Julia Kaye, staff attorney at the ACLU Reproductive Freedom Project: 
“The Supreme Court has again turned its back on the Constitution and permitted Texas’s bounty-hunter scheme to continue, leaving only a thin legal path forward for Texas abortion providers desperate to care for their patients. The impact of this betrayal will stretch far beyond Texas, where lawmakers are already introducing copycat bounty-hunter bills designed to eliminate all abortions within their borders. There is no doubt that, because of this ruling, thousands more people will be forced to flee their home states in pursuit of vital medical care, and countless others will be forced to continue pregnancies against their will—especially communities of color and those with fewer resources. But make no mistake: Today it’s abortion rights that have been targeted; tomorrow it could be any other freedom people hold dear.”  
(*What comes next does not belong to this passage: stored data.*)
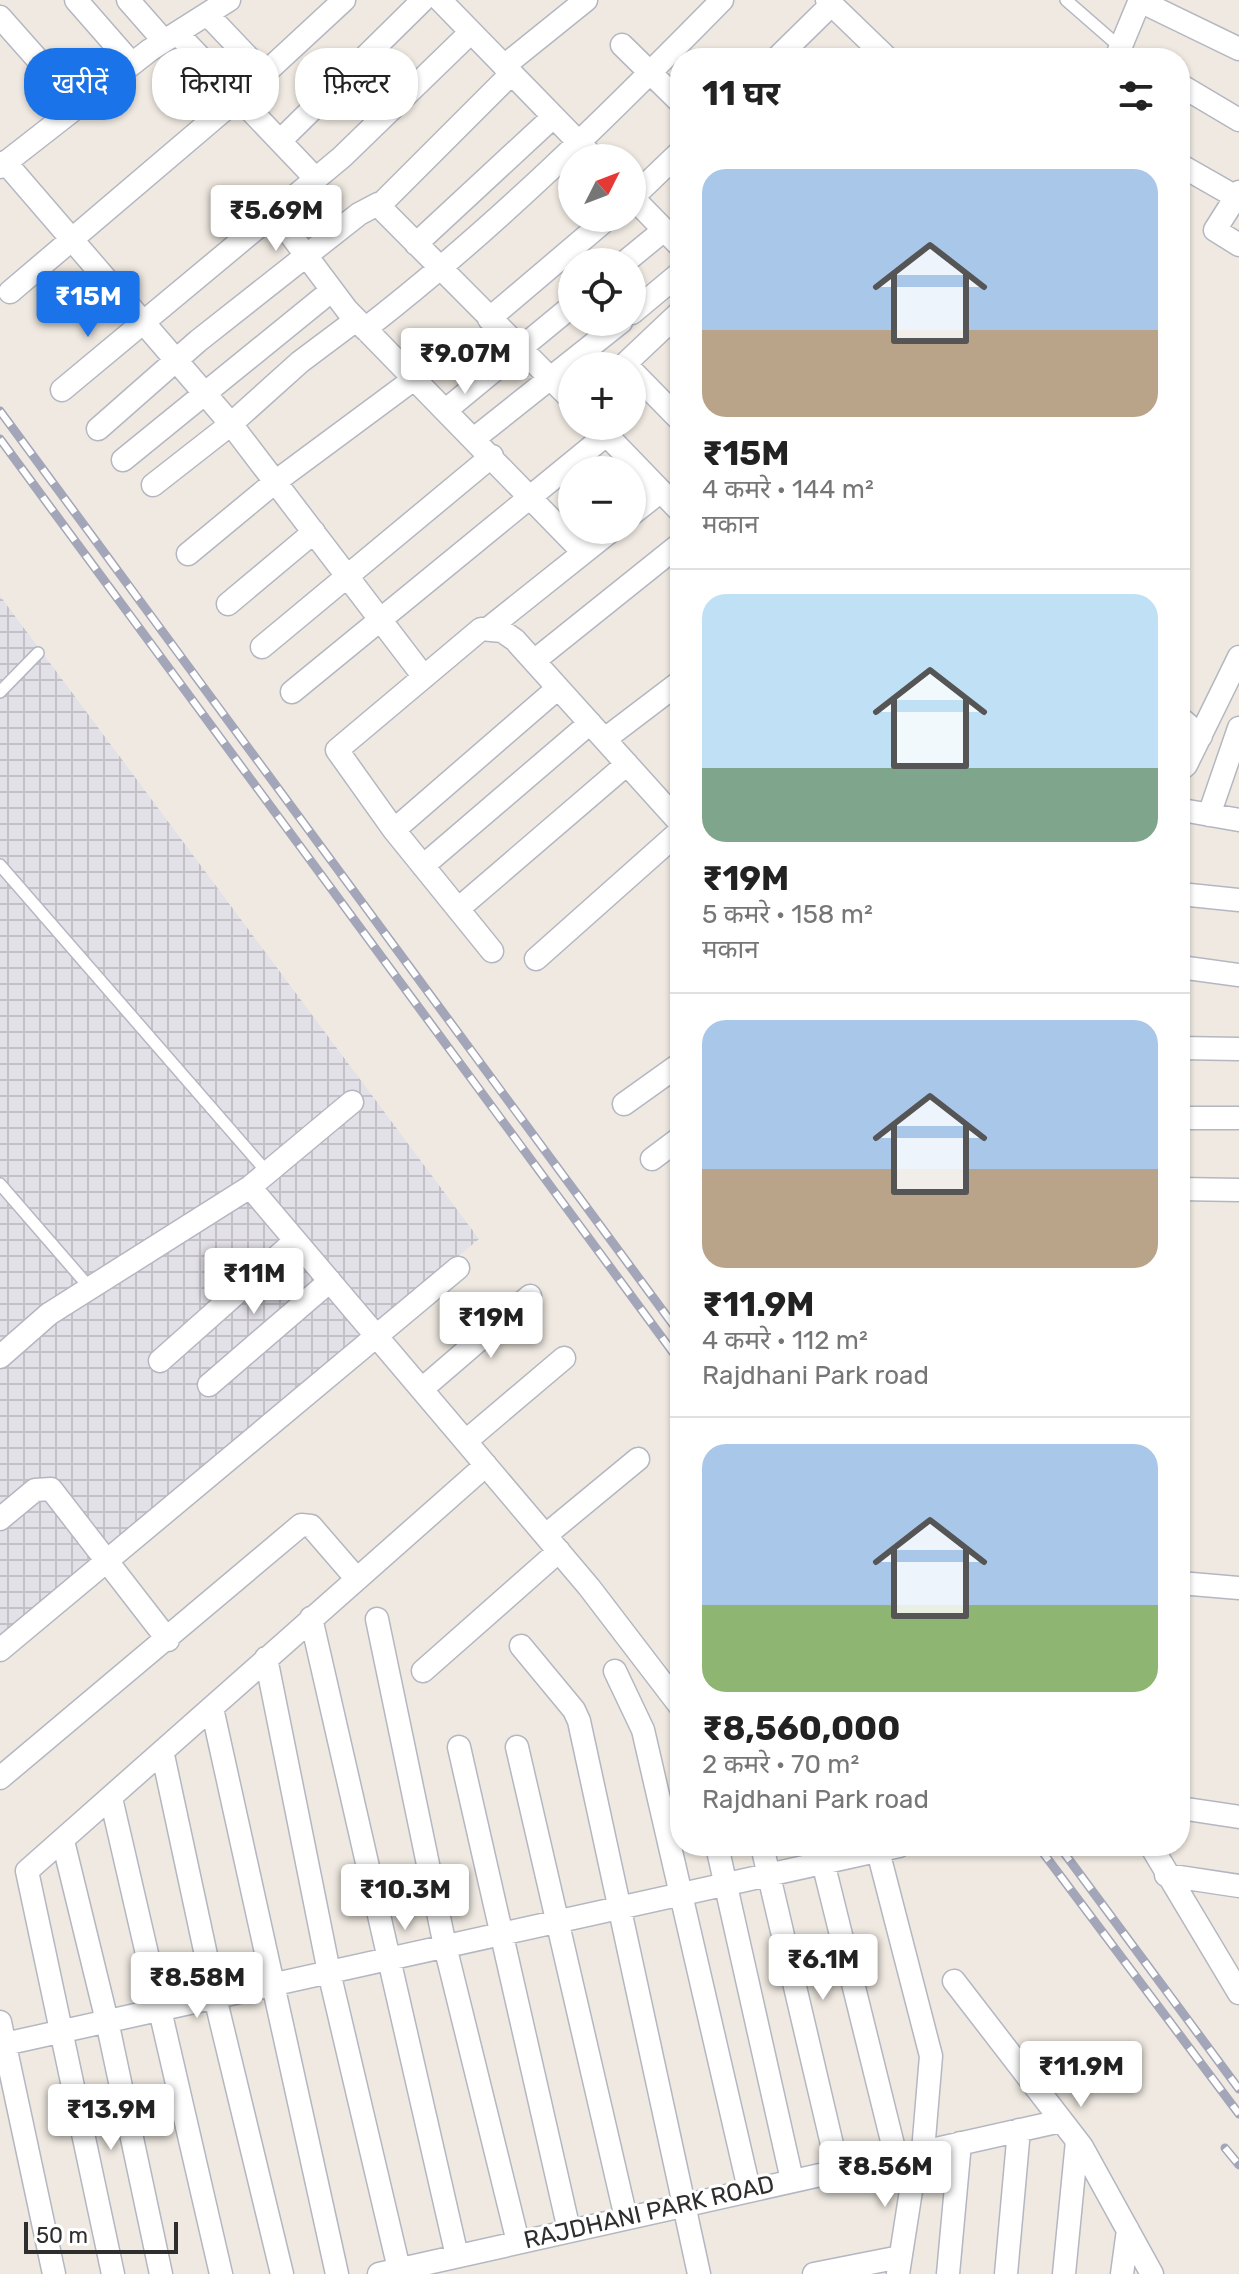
<!DOCTYPE html>
<html lang="hi">
<head>
<meta charset="utf-8">
<style>
	body { margin:0; font-family:Rubik,"Noto Sans Devanagari",sans-serif; background:#f6f6f6; color:#222; height:100vh; display:flex; flex-direction:column; font-size:30px; white-space:nowrap }
	* { box-sizing:border-box; margin:0 }
	p { font-size:26px; color:#767676 }
	.icon { flex:none; width:44px; height:44px; fill:none; stroke:currentColor; stroke-width:2; stroke-linecap:round; stroke-linejoin:round }
	.map { position:relative; flex:1; overflow:hidden }
	.sheet { position:absolute; left:670px; top:48px; width:520px; height:1808px; display:flex; flex-direction:column; background:#fff; border-radius:32px; box-shadow:0 2px 6px #0004 }
	.sheet>* { flex:none }
	.guide { position:absolute; left:24px; top:48px; width:526px; height:72px; display:flex; gap:16px }
	.needle { width:52px; rotate:48deg }
	.fabs { position:absolute; left:558px; top:144px; display:grid; gap:16px }
	.fabs a { display:grid; place-items:center; width:88px; height:88px; border-radius:50%; background:#fff; box-shadow:0 2px 6px #0004; font-size:40px }
	.scale { position:absolute; left:24px; bottom:20px; width:154px; box-sizing:border-box; padding-left:8px; border:4px solid #2e2e2e; border-top:0; font-size:22px; line-height:28px; white-space:nowrap; color:#2e2e2e; -webkit-text-stroke:6px #fff; paint-order:stroke }
	.price { position:absolute; translate:-50% -68px; padding:0 18px; border-radius:8px; background:#fff; color:#222; font-size:26px; line-height:52px; filter:drop-shadow(0 2px 4px #0008) }
	.price::after { content:''; position:absolute; left:50%; top:48px; width:24px; height:18px; margin-left:-12px; background:inherit; clip-path:polygon(0 0,100% 0,50% 100%) }
	.price.active { background:#1a73e8; color:#fff }
	ul { padding:0; list-style:none }
	li { display:grid; align-content:center; gap:16px; height:424px; padding:0 32px }
	li+li { border-top:2px solid #e0e0e0 }
	li span { display:grid; place-items:center; height:248px; border-radius:24px; color:#555 }
	li>.icon { margin-inline-start:auto }
	span .icon { width:144px; height:144px; fill:#fffc; stroke-width:1 }
	li b { font-size:34px }
	h2 { display:flex; justify-content:space-between; align-items:center; height:96px; padding:0 32px; font-size:34px }
	.chip { padding:0 28px; border-radius:32px; background:#fff; box-shadow:0 2px 6px #0004; font-size:28px; line-height:72px }
	.chip.active { background:#1a73e8; color:#fff }
	.map>svg:first-child { display:block }
	.industrial { fill:url(#industrial-grid) }
	.lines { fill:none; stroke-linecap:round; stroke-linejoin:round }
	.lane-casing { stroke:#b4b7c1; stroke-width:14 }
	.street-casing { stroke:#b4b7c1; stroke-width:25 }
	.lane { stroke:#fff; stroke-width:11 }
	.street { stroke:#fff; stroke-width:22 }
	.rail-casing { stroke:#a3a6b8; stroke-width:9 }
	.rail { stroke:#fff; stroke-width:6; stroke-dasharray:18; stroke-linecap:butt }
	.labels { text-anchor:middle; dominant-baseline:central; stroke-width:6; stroke-linejoin:round; paint-order:stroke }
	.street-label { font-size:24px; fill:#2e2e2e; stroke:#fff }
</style>
</head>
<body>
<div class="map">
<svg width="1239" height="2274" viewBox="0 0 1239 2274">
	<defs>
		<pattern id="industrial-grid" width="8" height="8" patternUnits="userSpaceOnUse" patternTransform="scale(2)"><rect width="8" height="8" fill="#e3e1e8"/><path d="M0 4h8M4 0v8" fill="none" stroke="#c3c1c7"/></pattern>
	</defs>
	<rect width="100%" height="100%" fill="#efe9e1"/>
	<path class="industrial" d="M0 596 479 1239 0 1635Z"/>
	<g class="lines">
		<g class="lane-casing">
			<path id="lane" d="M1066 0 1121 48
				M0 692 38 653
				M0 865 267 1172
				M0 1184 90 1288"/>
		</g>
		<g class="street-casing">
			<path id="street" d="M76 0 132 64
				M128 0 164 41
				M440 0 594 158
				M827 0 887 58
				M1140 1 1239 49
				M207 14 264 74
				M0 17 78 105
				M177 33 316 179
				M622 45 680 102
				M777 58 832 4
				M1116 58 1140 0
				M504 66 586 0
				M511 74 379 206 572 400
				M1180 85 1239 120
				M280 141 423 0
				M5 162 231 424 424 677
				M1180 165 1236 197
				M0 167 150 50 229 0
				M1239 192 1215 230 1239 245
				M632 197 680 246
				M632 198 680 152
				M275 214 347 310 583 552
				M416 244 553 117
				M625 262 664 230
				M10 292 238 98 344 0
				M632 313 680 273
				M489 319 608 218
				M365 329C494 229 608 116 722 0
				M625 364 680 312
				M632 371 680 420
				M62 390 342 157 471 32
				M446 410 572 306
				M598 426 680 511
				M98 429 198 341 359 214 378 204
				M475 438 621 322
				M123 460 331 291
				M153 485 231 424 300 362 356 320
				M632 514 661 491
				M188 554 275 482 414 379
				M228 604 314 532
				M489 628 612 530
				M262 647 492 456
				M534 661 680 544
				M292 692 606 435
				M1180 718 1201 736
				M605 739 680 682
				M1180 770 1186 765 1239 657
				M1182 810 1239 820
				M1209 815 1239 728
				M394 830 558 688
				M423 866 590 723
				M1180 894 1239 900
				M458 909 627 764
				M492 951 394 830 337 750 481 629 502 631 515 640 680 823
				M536 959 680 831
				M1180 967 1239 975
				M1180 1048 1239 1049
				M624 1104 680 1064
				M1180 1118H1239
				M652 1159 680 1138
				M250 1187 589 1587 680 1706
				M1180 1189 1239 1190
				M0 1357 49 1314 250 1187 352 1102
				M160 1361 295 1241
				M209 1385 330 1281
				M422 1389 530 1296
				M466 1441 564 1358
				M0 1519 35 1490 51 1489 168 1640
				M546 1535 638 1459
				M1180 1583 1239 1588
				M311 1618 457 2256
				M377 1619 445 1946 518 2242
				M521 1646 574 1710 579 1721 699 2274
				M0 1650 458 1268
				M266 1658 329 1972 399 2269
				M423 1671 559 1551
				M615 1671 643 1730 749 2189
				M212 1708 337 2274
				M459 1747 569 2230
				M517 1747 626 2218
				M163 1755 215 1997 282 2274
				M0 1778 301 1525 311 1526 356 1578
				M111 1798 221 2274
				M1180 1808 1239 1817
				M63 1841 107 2021 161 2274
				M717 1846 792 2180
				M762 1846 838 2170
				M819 1846 896 2157
				M1151 1846 1239 1993
				M878 1851 931 2056 923 2151
				M1166 1875 1239 1886
				M954 1981 1082 2147 1152 2274
				M0 2022 54 2274
				M0 2045 899 1846
				M113 2274 27 1871 486 1465
				M379 2274 1061 2121
				M814 2274 900 2257
				M898 2274 917 2152
				M948 2274 960 2143
				M1006 2274 1019 2130
				M1064 2274 1077 2141
				M1122 2274 1128 2230"/>
		</g>
		<use href="#lane" class="lane"/>
		<use href="#street" class="street"/>
		<g class="rail-casing">
			<path id="rail" d="M0 411 680 1334
				M0 439 680 1362
				M1038 1846 1239 2114
				M1059 1846 1239 2089
				M1225 2148 1239 2165"/>
		</g>
		<use href="#rail" class="rail"/>
	</g>
	<g class="labels">
		<g class="street-label">
			<text transform="translate(649 2212) rotate(-13)">RAJDHANI PARK ROAD</text>
		</g>
	</g>
</svg>
<div class="fabs">
<a><svg class="needle" viewBox="-14 -14 28 28"><path d="M0-13l5 13h-10z" fill="#e53935"/><path d="M0 13l5-13h-10z" fill="#767676"/></svg></a>
<a><svg class="icon" aria-label="locate" viewBox="0 0 24 24"><circle cx="12" cy="12" r="6"/><path d="M12 2v4M12 18v4M2 12h4M18 12h4"/></svg></a>
<a>+</a>
<a>−</a>
</div>
<div class="scale">50 m</div>
<b class="price" style="left:276px;top:253px">₹5.69M</b>
<b class="price active" style="left:88px;top:339px">₹15M</b>
<b class="price" style="left:465px;top:396px">₹9.07M</b>
<b class="price" style="left:254px;top:1316px">₹11M</b>
<b class="price" style="left:491px;top:1360px">₹19M</b>
<b class="price" style="left:405px;top:1932px">₹10.3M</b>
<b class="price" style="left:823px;top:2002px">₹6.1M</b>
<b class="price" style="left:197px;top:2020px">₹8.58M</b>
<b class="price" style="left:1081px;top:2109px">₹11.9M</b>
<b class="price" style="left:111px;top:2152px">₹13.9M</b>
<b class="price" style="left:885px;top:2209px">₹8.56M</b>
<div class="guide">
<a class="chip active">खरीदें</a>
<a class="chip">किराया</a>
<a class="chip">फ़िल्टर</a>
</div>
<section class="sheet">
<h2>11 घर<svg class="icon" aria-label="filters" viewBox="0 0 24 24"><path d="M4 7h16M4 17h16"/><circle cx="9" cy="7" r="2"/><circle cx="15" cy="17" r="2"/></svg></h2>
<ul>
<li><span style="background:linear-gradient(#a9c7e8 65%,#b9a48a 0)"><svg class="icon" aria-label="home" viewBox="0 0 24 24"><path d="M3 11l9-7 9 7M6 9v11h12V9"/></svg></span><div><b>₹15M</b><p>4 कमरे · 144 m²</p><p>मकान</p></div></li>
<li><span style="background:linear-gradient(#bfe0f5 70%,#7fa58c 0)"><svg class="icon" aria-label="home" viewBox="0 0 24 24"><path d="M3 11l9-7 9 7M6 9v11h12V9"/></svg></span><div><b>₹19M</b><p>5 कमरे · 158 m²</p><p>मकान</p></div></li>
<li><span style="background:linear-gradient(#a9c7e8 60%,#b9a48a 0)"><svg class="icon" aria-label="home" viewBox="0 0 24 24"><path d="M3 11l9-7 9 7M6 9v11h12V9"/></svg></span><div><b>₹11.9M</b><p>4 कमरे · 112 m²</p><p>Rajdhani Park road</p></div></li>
<li><span style="background:linear-gradient(#a9c7e8 65%,#8fb573 0)"><svg class="icon" aria-label="home" viewBox="0 0 24 24"><path d="M3 11l9-7 9 7M6 9v11h12V9"/></svg></span><div><b>₹8,560,000</b><p>2 कमरे · 70 m²</p><p>Rajdhani Park road</p></div></li>
</ul>
</section>
</div>
</body>
</html>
Amy Hagstrom Miller, president and CEO of Whole Woman’s Health and Whole Woman’s Health Alliance:     
“Texans deserve better than this. This ban will have lasting effects on Texan communities for decades to come. We’ve had to turn hundreds of patients away since this ban took effect, and there is no end in sight. For nearly 50 years, the Supreme Court has said that abortion is protected by our Constitution, yet they are allowing Texans to be denied that right. This is not okay.” 
     
Nancy Northup, president and CEO of the Center for Reproductive Rights:     
“It’s stunning that the Supreme Court has essentially said that federal courts cannot stop this bounty-hunter scheme enacted to blatantly deny Texans their constitutional right to abortion. The Court has abandoned its duty to ensure that states do not defy its decisions. For 100 days now, this 6-week ban has been in effect, and today’s ruling means there is no end in sight. Pregnant people will continue to live in a state of panic and uncertainty. This bounty-hunting scheme could be used by other states not only to deny abortion access, but also to deny any court rulings they disagree with from marriage equality to voting rights and more. We will continue to seek justice in the shred of the case that the Court has allowed to go forward and seek every other legal means to stop this catastrophic law. The Senate needs to pass the Women’s Health Protection Act immediately to restore the constitutional right to abortion in Texas and stop it before it spreads to other states.” 
 
Alexis McGill Johnson, president and CEO of Planned Parenthood Federation of America:  
“Once again, the Supreme Court has abandoned the people of Texas. This has gone on far too long — as Justice Sotomayor said today, the Supreme Court should have put an end to this months ago and failed to do so again today. While the Court did not put a complete end to our legal challenge, its failure to stop Texas’s deliberate nullification of the constitutional right to abortion within its borders makes the Court complicit in widespread chaos and harm to Texans, and responsible for giving the green light for other states to circumvent the constitution through copycat laws. Planned Parenthood will continue to stand by our patients and fight against this law with movement partners — no matter how long it takes.” 
 
Rupali Sharma, Senior Counsel and Project Director at the Lawyering Project: 
“This is a disheartening ruling, not only for Texans and abortion rights, but for those who value the rule of law.  Our legal system forbids politicians from skirting judicial review of laws attacking fundamental rights and today’s ruling provides a narrow path forward. Texans seeking abortion care are entitled to the same liberty, equality, and dignity as every other resident of this country, and we will continue to stand with our partners until this cruel law is invalidated.”